Verpixelung? Was soll das Ganze eigentlich?

Zunächst gibt es ein ästhetisches Unbehagen an der überbordenden Werbung im Sport. Man könnte auch sagen: Das Ganze nervt ganz schön. Besonders anstrengend: LED-Werbebanden und Werbe-Klein-Klein auf Trikots. So etwas stört nicht nur uns, die taz-Sportredaktion. Das stört auch die Sportfans, die sich fragen, welches Primat denn gilt: das des Sports oder das der Werbung. Die Werbung im Fußball, Biathlon oder Handball ist mit den Jahren der Kommerzialisierung einfach zu aufdringlich, zu omnipräsent geworden. Da müssen intelligentere Lösungen her. Zum Beispiel: Weg mit dieser Flimmerbande. Weg mit dem Werbepatchwork auf dem Sportlertrikot.

Beim Eishockey sind die Spieler voller Werbung. Wir pixeln sie weg. Foto: imago.
Beim Eishockey sind die Spieler voller Werbung. Wir pixeln sie weg. Foto: imago.

Die Ästhetik? Das kann doch nicht alles sein?

Ist es auch nicht. Diese ästhetischen Bedenken sind eigentlich zweitrangig, wenn man sich vergegenwärtigt, dass sich die Zeitungen auf einen kostenlosen Abdruck von Werbung auf Sportfotos einlassen. Das ist unser zweiter Ansatzpunkt. Auf einem ganz normalen Sportfoto sind im Schnitt zwei bis drei Logos zu sehen, manchmal auch sieben oder acht. Die werden einfach so abgedruckt. Das geschieht unentgeltlich. Wir wollten aus dieser Verwertungskette ausscheren und sagen: Wir sind nicht mehr bereit, Eure Werbebotschaft auf Trikots und Werbebanden zu verbreiten. Es kann ja auch nicht Aufgabe einer Zeitung sein, die mit kritischer Distanz über Sport berichtet, täglich kostenlose Werbung von Vereinen und deren Sponsoren ins Blatt zu heben. Wir wollen durch die Verpixelung journalistisch noch unabhängiger werden.

Aber das halten doch bestimmt viele Kollegen für einen ziemlichen Mumpitz?

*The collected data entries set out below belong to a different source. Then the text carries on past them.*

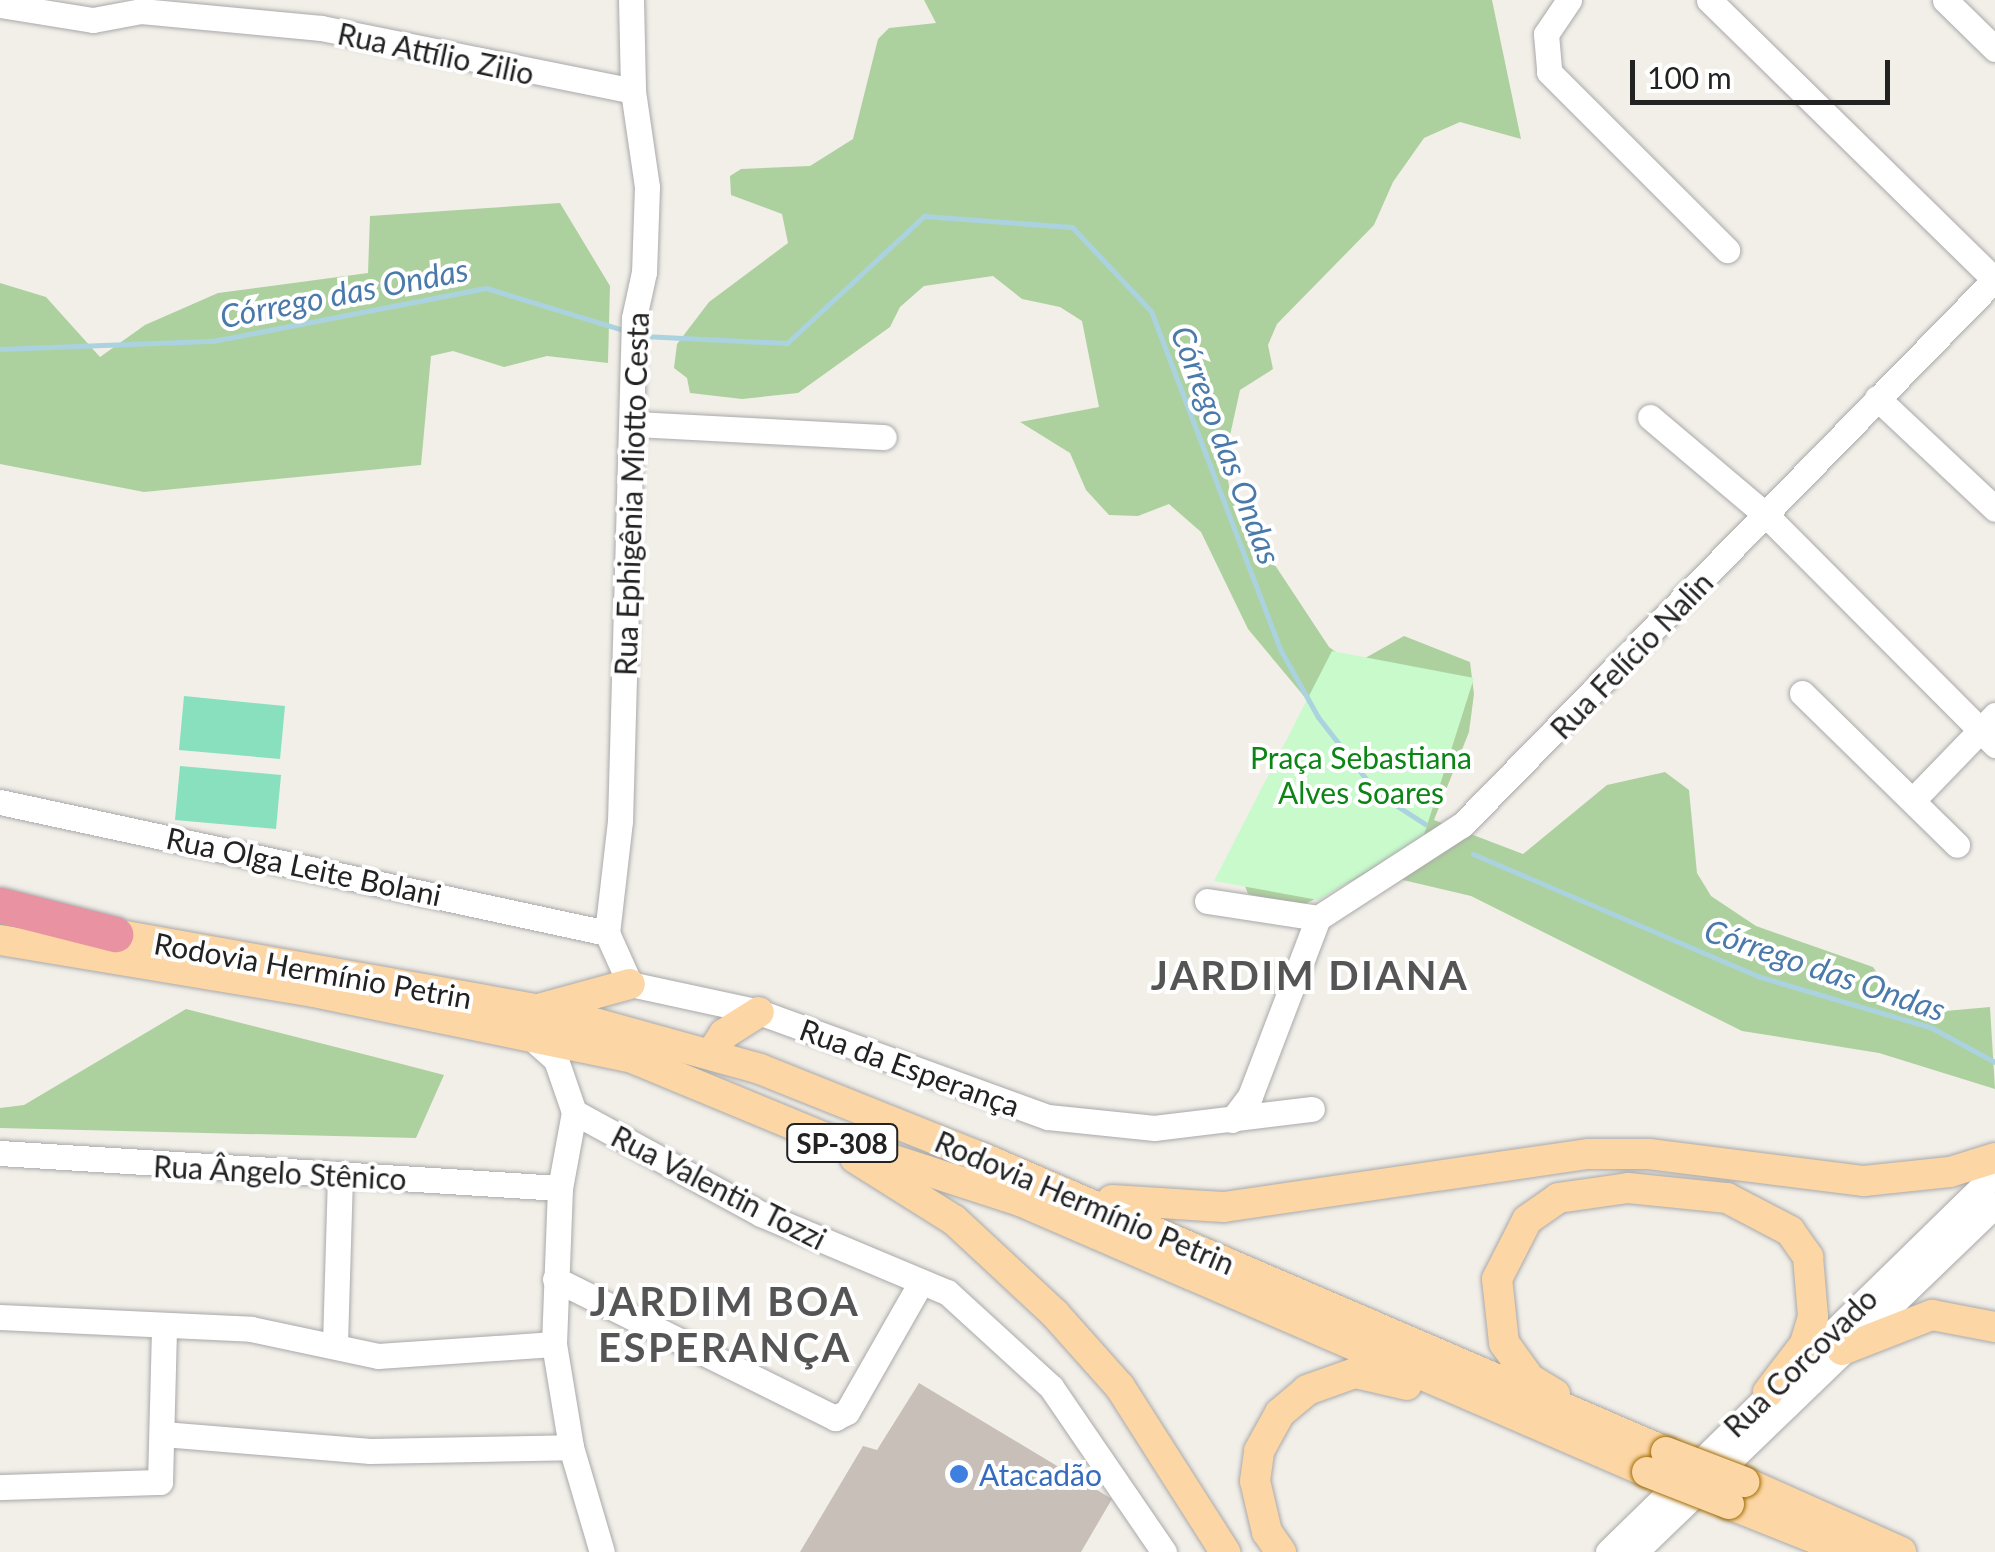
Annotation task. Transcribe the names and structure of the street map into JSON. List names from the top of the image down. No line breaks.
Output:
{"streets":{"main road":["Rodovia Hermínio Petrin","SP-308"],"street":["Rua Attílio Zilio","Rua Ephigênia Miotto Cesta","Rua Felício Nalin","Rua Olga Leite Bolani","Rua da Esperança","Rua Ângelo Stênico","Rua Valentin Tozzi","Rua Corcovado"]},"crossings":[["Rua Attílio Zilio","Rua Ephigênia Miotto Cesta"],["Rua Ephigênia Miotto Cesta","Rua Olga Leite Bolani"],["Rua Ephigênia Miotto Cesta","Rua da Esperança"]],"districts":["JARDIM DIANA","JARDIM BOA ESPERANÇA"],"water":["Córrego das Ondas"],"parks":["Praça Sebastiana Alves Soares"],"places":["Atacadão"],"scale_bar":"100 m"}
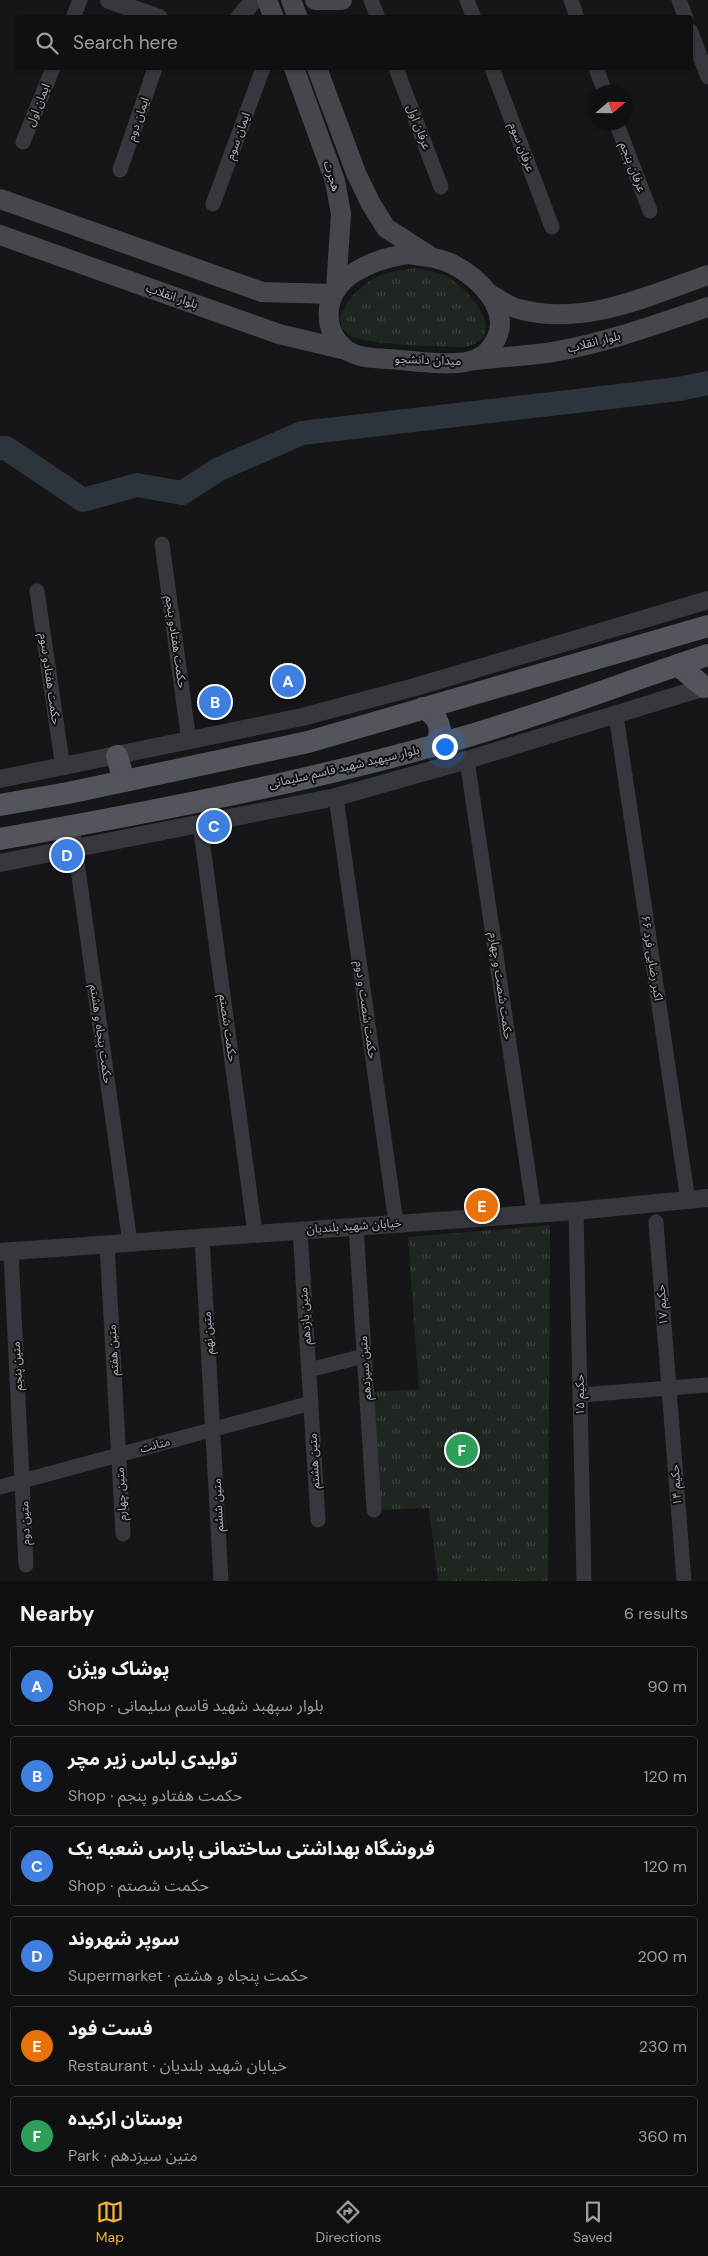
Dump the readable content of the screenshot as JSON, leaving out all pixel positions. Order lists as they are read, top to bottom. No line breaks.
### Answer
{"streets":{"main road":["هجرت","بلوار انقلاب","میدان دانشجو","بلوار سپهبد شهید قاسم سلیمانی"],"street":["ایمان اول","ایمان دوم","عرفان اول","ایمان سوم","عرفان سوم","عرفان پنجم","حکمت هفتادو پنجم","حکمت هفتادو سوم","۶۶ اکبر رضایی فرد","حکمت شصت و چهارم","حکمت شصت و دوم","حکمت شصتم","حکمت پنجاه و هشتم","خیابان شهید بلندیان","حکیم ۱۷","متین یازدهم","متین نهم","متین هفتم","متین پنجم","متین سیزدهم","حکیم ۱۵","متانت","متین هشتم","حکیم ۱۴","متین چهارم","متین ششم","متین دوم"]},"crossings":[["هجرت","بلوار انقلاب"],["هجرت","میدان دانشجو"],["بلوار انقلاب","میدان دانشجو"],["بلوار سپهبد شهید قاسم سلیمانی","حکمت پنجاه و هشتم"],["۶۶ اکبر رضایی فرد","خیابان شهید بلندیان"],["حکمت شصت و چهارم","خیابان شهید بلندیان"],["حکمت شصت و دوم","خیابان شهید بلندیان"],["حکمت شصتم","خیابان شهید بلندیان"],["حکمت پنجاه و هشتم","خیابان شهید بلندیان"],["خیابان شهید بلندیان","متین یازدهم"],["خیابان شهید بلندیان","متین نهم"],["خیابان شهید بلندیان","متین هفتم"],["خیابان شهید بلندیان","متین پنجم"],["خیابان شهید بلندیان","متین سیزدهم"],["خیابان شهید بلندیان","حکیم ۱۵"],["حکیم ۱۷","حکیم ۱۴"],["متین یازدهم","متانت"],["متین یازدهم","متین هشتم"],["متین نهم","متانت"],["متین نهم","متین ششم"],["متین هفتم","متانت"],["متین هفتم","متین چهارم"],["متین پنجم","متانت"],["متین پنجم","متین دوم"],["متانت","متین هشتم"],["متانت","متین چهارم"],["متانت","متین ششم"],["متانت","متین دوم"]],"north":"right","page":{"search":"Search here","pins":["A","B","C","D","E","F"],"heading":["Nearby","6 results"],"list":[{"mark":"A","name":"پوشاک ویژن","note":"Shop · بلوار سپهبد شهید قاسم سلیمانی","value":"90 m"},{"mark":"B","name":"تولیدی لباس زیر مچر","note":"Shop · حکمت هفتادو پنجم","value":"120 m"},{"mark":"C","name":"فروشگاه بهداشتی ساختمانی پارس شعبه یک","note":"Shop · حکمت شصتم","value":"120 m"},{"mark":"D","name":"سوپر شهروند","note":"Supermarket · حکمت پنجاه و هشتم","value":"200 m"},{"mark":"E","name":"فست فود","note":"Restaurant · خیابان شهید بلندیان","value":"230 m"},{"mark":"F","name":"بوستان ارکیده","note":"Park · متین سیزدهم","value":"360 m"}],"nav":["Map","Directions","Saved"]}}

Na ja, Printkollegen loben in der Mehrheit, die vom Fernsehen eher nicht, aber die haben ja als Rechteinhaber auch ganz andere Zwänge. Im Netz wird natürlich auch kontrovers diskutiert. Da halten sich Zuspruch und Ablehnung in etwa die Waage. An unserer Aktion scheiden sich offenbar die Geister: Entweder man findet sie gut oder ziemlich daneben. Zum Teil geharnischte Kritik gibt es von der Werbewirtschaft und deren Interessenverbänden. Da sind wir dann schon mal die Vaterlandsverräter, die die Mechanismen des globalisierten Sports nicht verstanden haben und die mit dem Slogan „No Logo!“ zum Niedergang des Leistungssports in Deutschland beitragen. Man spricht auch von Effekthascherei, Populismus, Bilderstürmerei oder Verbohrtheit.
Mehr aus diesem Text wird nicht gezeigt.